● **Work instructions**: Only the text of the entries below should be returned, exactly as given, without pictures.
BEGIN Extracted information
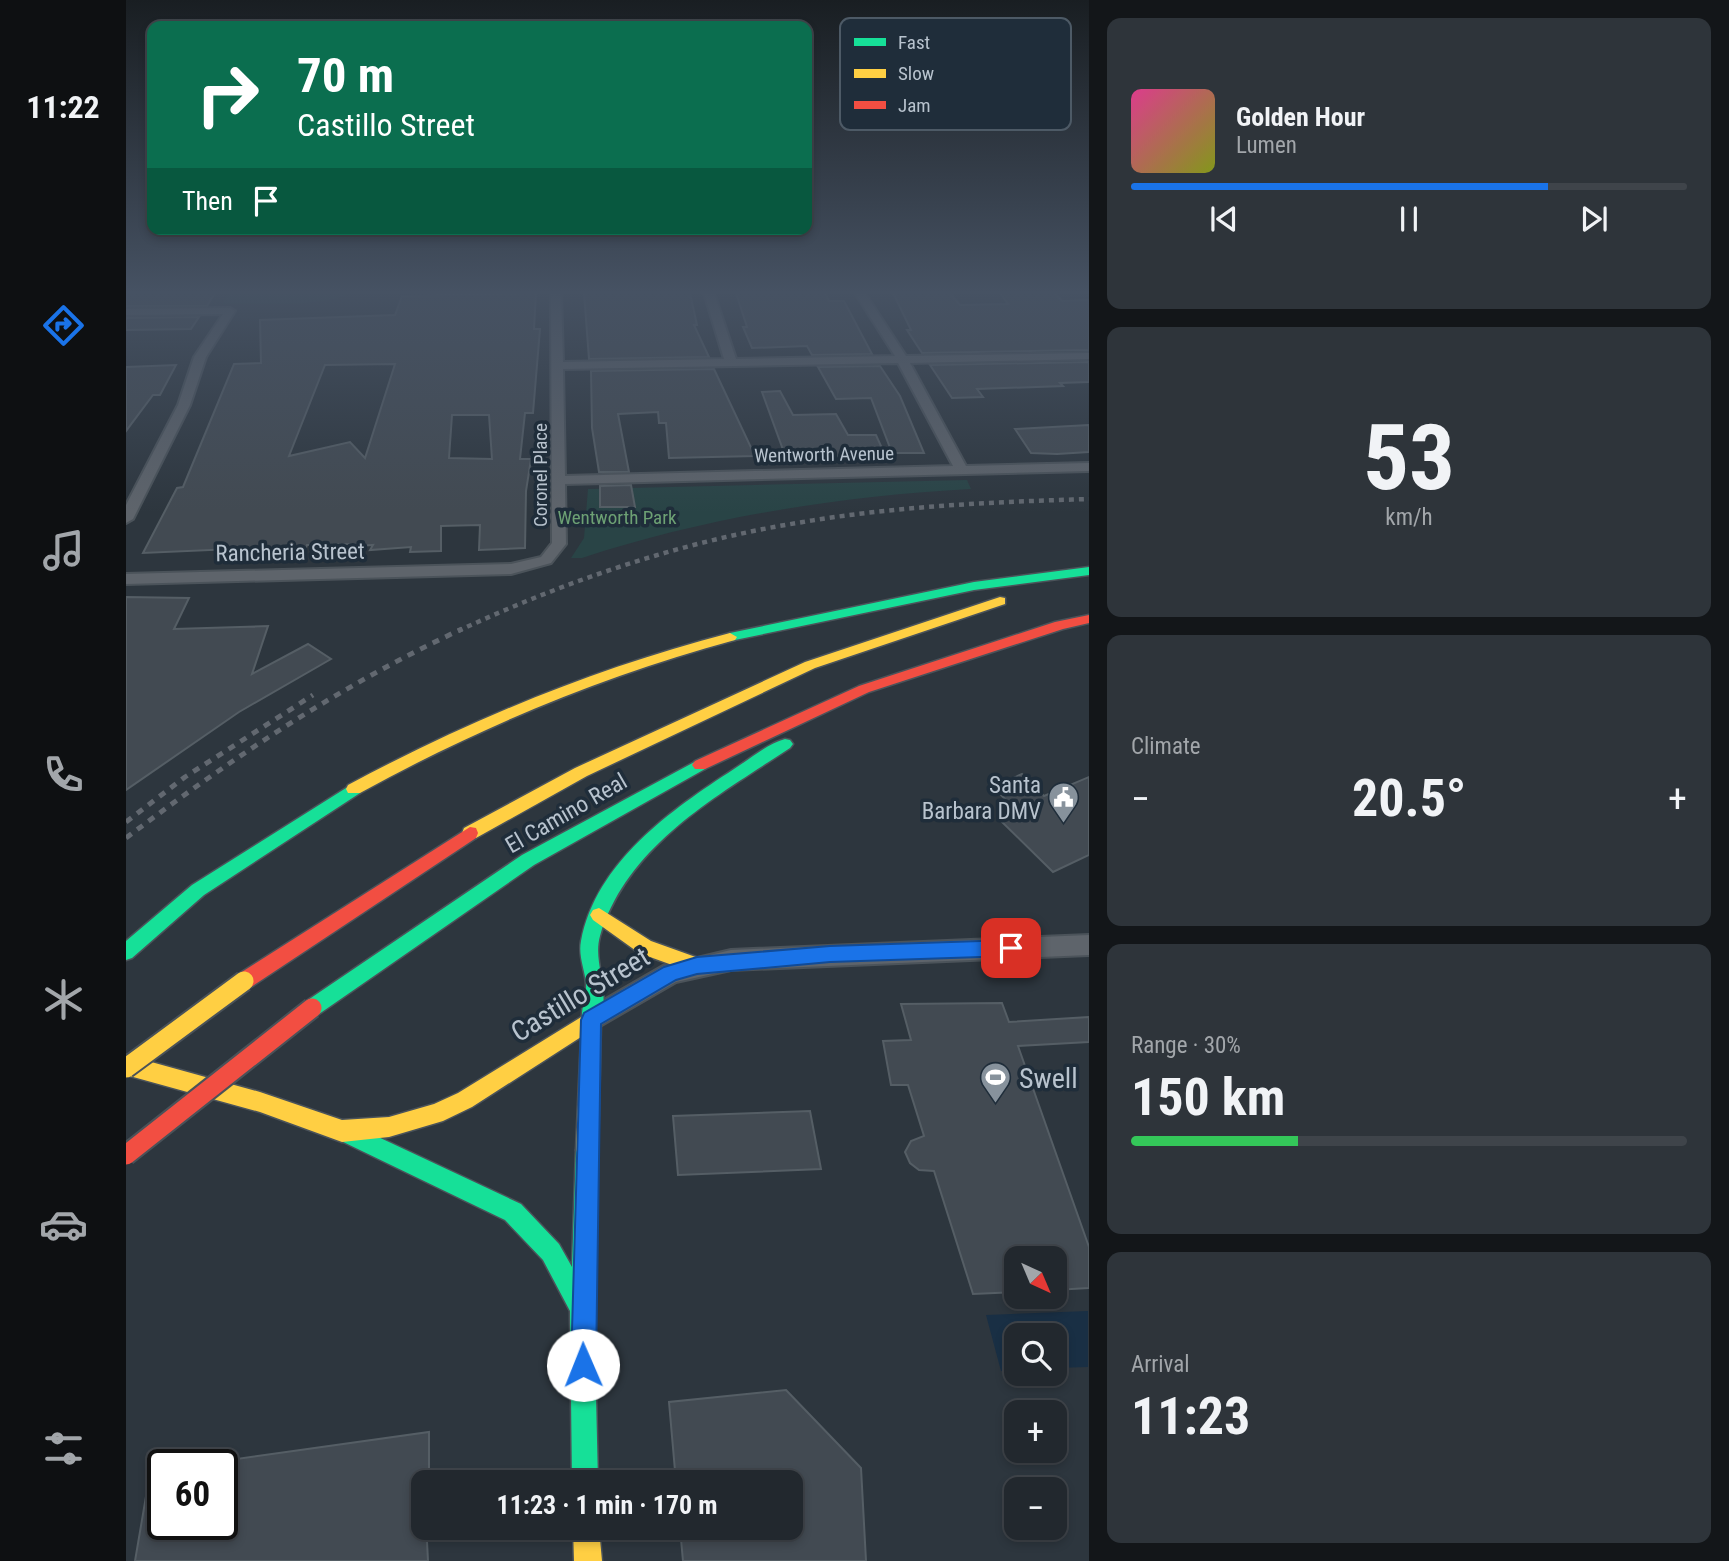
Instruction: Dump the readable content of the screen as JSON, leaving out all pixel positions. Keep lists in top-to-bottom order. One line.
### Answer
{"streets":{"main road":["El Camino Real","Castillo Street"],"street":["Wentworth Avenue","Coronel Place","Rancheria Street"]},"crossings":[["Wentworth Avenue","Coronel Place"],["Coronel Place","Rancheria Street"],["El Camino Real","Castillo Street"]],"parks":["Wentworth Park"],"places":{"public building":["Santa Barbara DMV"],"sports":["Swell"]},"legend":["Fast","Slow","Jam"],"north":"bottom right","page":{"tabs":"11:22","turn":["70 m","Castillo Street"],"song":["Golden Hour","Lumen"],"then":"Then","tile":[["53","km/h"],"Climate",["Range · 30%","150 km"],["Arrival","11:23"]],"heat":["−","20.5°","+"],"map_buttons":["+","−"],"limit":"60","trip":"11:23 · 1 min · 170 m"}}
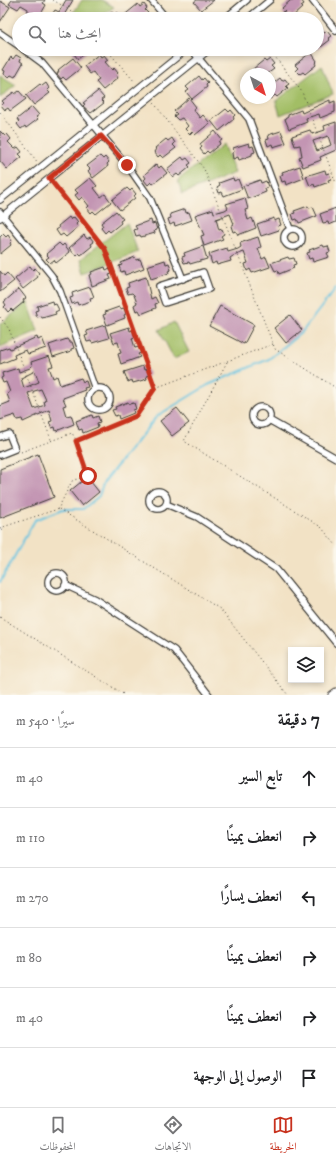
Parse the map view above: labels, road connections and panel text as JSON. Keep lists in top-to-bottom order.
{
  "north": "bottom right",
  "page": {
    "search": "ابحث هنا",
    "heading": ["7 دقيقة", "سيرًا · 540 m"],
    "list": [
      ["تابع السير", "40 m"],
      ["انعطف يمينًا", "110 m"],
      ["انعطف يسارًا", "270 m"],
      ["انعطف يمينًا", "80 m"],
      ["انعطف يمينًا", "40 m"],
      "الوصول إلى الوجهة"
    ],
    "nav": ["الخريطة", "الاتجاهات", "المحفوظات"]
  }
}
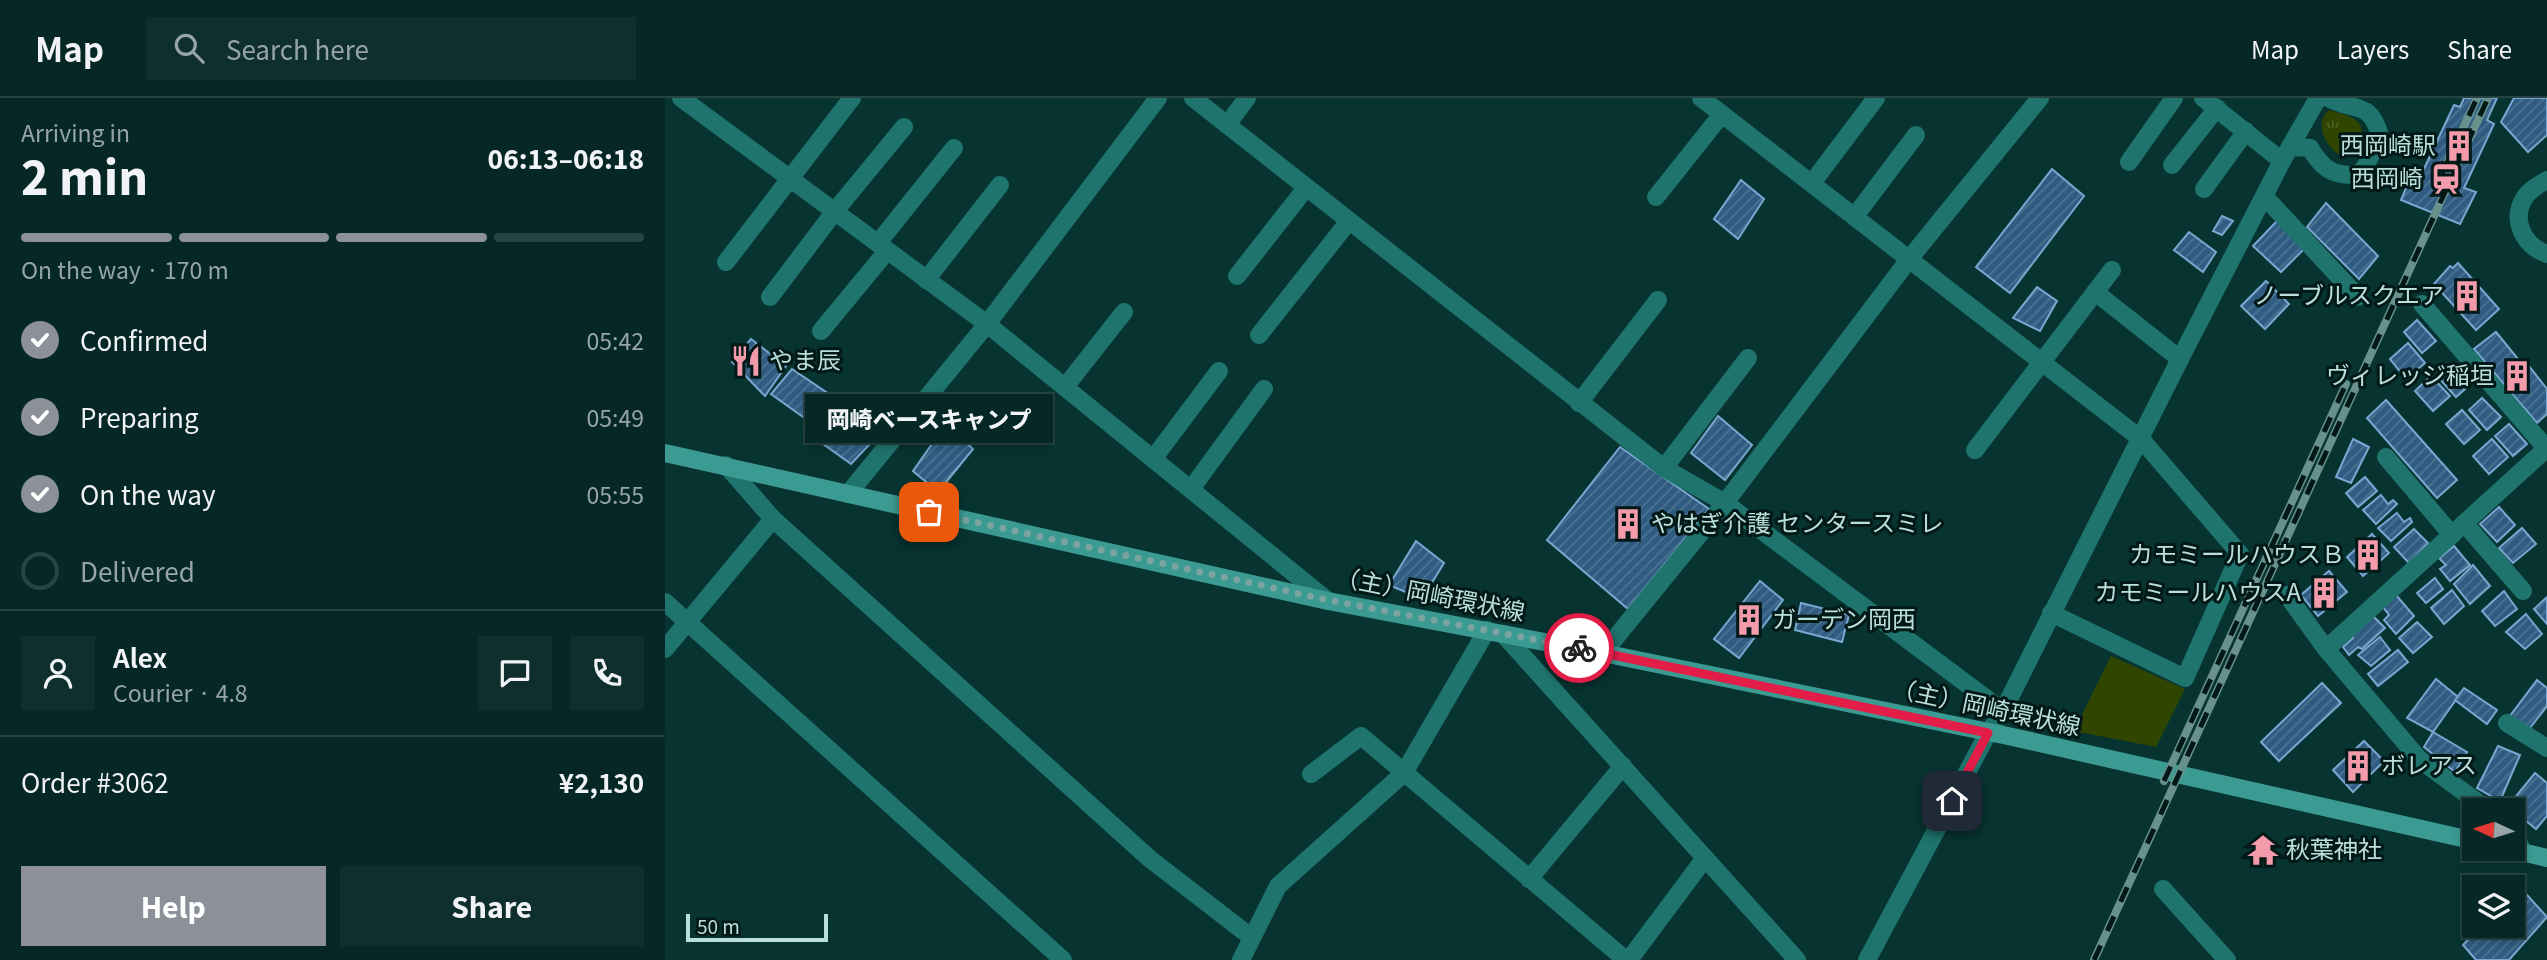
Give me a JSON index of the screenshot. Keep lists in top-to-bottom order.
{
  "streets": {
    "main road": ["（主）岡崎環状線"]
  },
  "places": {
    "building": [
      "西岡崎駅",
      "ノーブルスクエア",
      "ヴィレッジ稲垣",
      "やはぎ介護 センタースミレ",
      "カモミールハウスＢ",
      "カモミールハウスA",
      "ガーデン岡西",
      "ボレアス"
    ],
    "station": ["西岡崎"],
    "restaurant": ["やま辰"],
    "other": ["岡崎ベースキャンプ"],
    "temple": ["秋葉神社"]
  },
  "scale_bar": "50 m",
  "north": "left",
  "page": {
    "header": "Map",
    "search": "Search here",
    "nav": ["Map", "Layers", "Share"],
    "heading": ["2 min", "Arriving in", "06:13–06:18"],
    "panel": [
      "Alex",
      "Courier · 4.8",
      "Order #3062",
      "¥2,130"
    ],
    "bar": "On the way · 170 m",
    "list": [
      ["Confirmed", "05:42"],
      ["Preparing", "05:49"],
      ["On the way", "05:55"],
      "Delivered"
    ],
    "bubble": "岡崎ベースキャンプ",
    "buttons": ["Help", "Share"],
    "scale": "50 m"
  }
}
END Extracted information
● **Exercise response**:
Instruction: Dump the readable content of the screen as JSON, leaving out all pixel positions. Keep lists in top-to-bottom order. One line.
### Answer
{"streets":{"main road":["El Camino Real","Castillo Street"],"street":["Wentworth Avenue","Coronel Place","Rancheria Street"]},"crossings":[["Wentworth Avenue","Coronel Place"],["Coronel Place","Rancheria Street"],["El Camino Real","Castillo Street"]],"parks":["Wentworth Park"],"places":{"public building":["Santa Barbara DMV"],"sports":["Swell"]},"legend":["Fast","Slow","Jam"],"north":"bottom right","page":{"tabs":"11:22","turn":["70 m","Castillo Street"],"song":["Golden Hour","Lumen"],"then":"Then","tile":[["53","km/h"],"Climate",["Range · 30%","150 km"],["Arrival","11:23"]],"heat":["−","20.5°","+"],"map_buttons":["+","−"],"limit":"60","trip":"11:23 · 1 min · 170 m"}}
Parse the map view above: labels, road connections and panel text as JSON. Keep lists in top-to-bottom order.
{
  "north": "bottom right",
  "page": {
    "search": "ابحث هنا",
    "heading": ["7 دقيقة", "سيرًا · 540 m"],
    "list": [
      ["تابع السير", "40 m"],
      ["انعطف يمينًا", "110 m"],
      ["انعطف يسارًا", "270 m"],
      ["انعطف يمينًا", "80 m"],
      ["انعطف يمينًا", "40 m"],
      "الوصول إلى الوجهة"
    ],
    "nav": ["الخريطة", "الاتجاهات", "المحفوظات"]
  }
}
Give me a JSON index of the screenshot. Keep lists in top-to-bottom order.
{
  "streets": {
    "main road": ["（主）岡崎環状線"]
  },
  "places": {
    "building": [
      "西岡崎駅",
      "ノーブルスクエア",
      "ヴィレッジ稲垣",
      "やはぎ介護 センタースミレ",
      "カモミールハウスＢ",
      "カモミールハウスA",
      "ガーデン岡西",
      "ボレアス"
    ],
    "station": ["西岡崎"],
    "restaurant": ["やま辰"],
    "other": ["岡崎ベースキャンプ"],
    "temple": ["秋葉神社"]
  },
  "scale_bar": "50 m",
  "north": "left",
  "page": {
    "header": "Map",
    "search": "Search here",
    "nav": ["Map", "Layers", "Share"],
    "heading": ["2 min", "Arriving in", "06:13–06:18"],
    "panel": [
      "Alex",
      "Courier · 4.8",
      "Order #3062",
      "¥2,130"
    ],
    "bar": "On the way · 170 m",
    "list": [
      ["Confirmed", "05:42"],
      ["Preparing", "05:49"],
      ["On the way", "05:55"],
      "Delivered"
    ],
    "bubble": "岡崎ベースキャンプ",
    "buttons": ["Help", "Share"],
    "scale": "50 m"
  }
}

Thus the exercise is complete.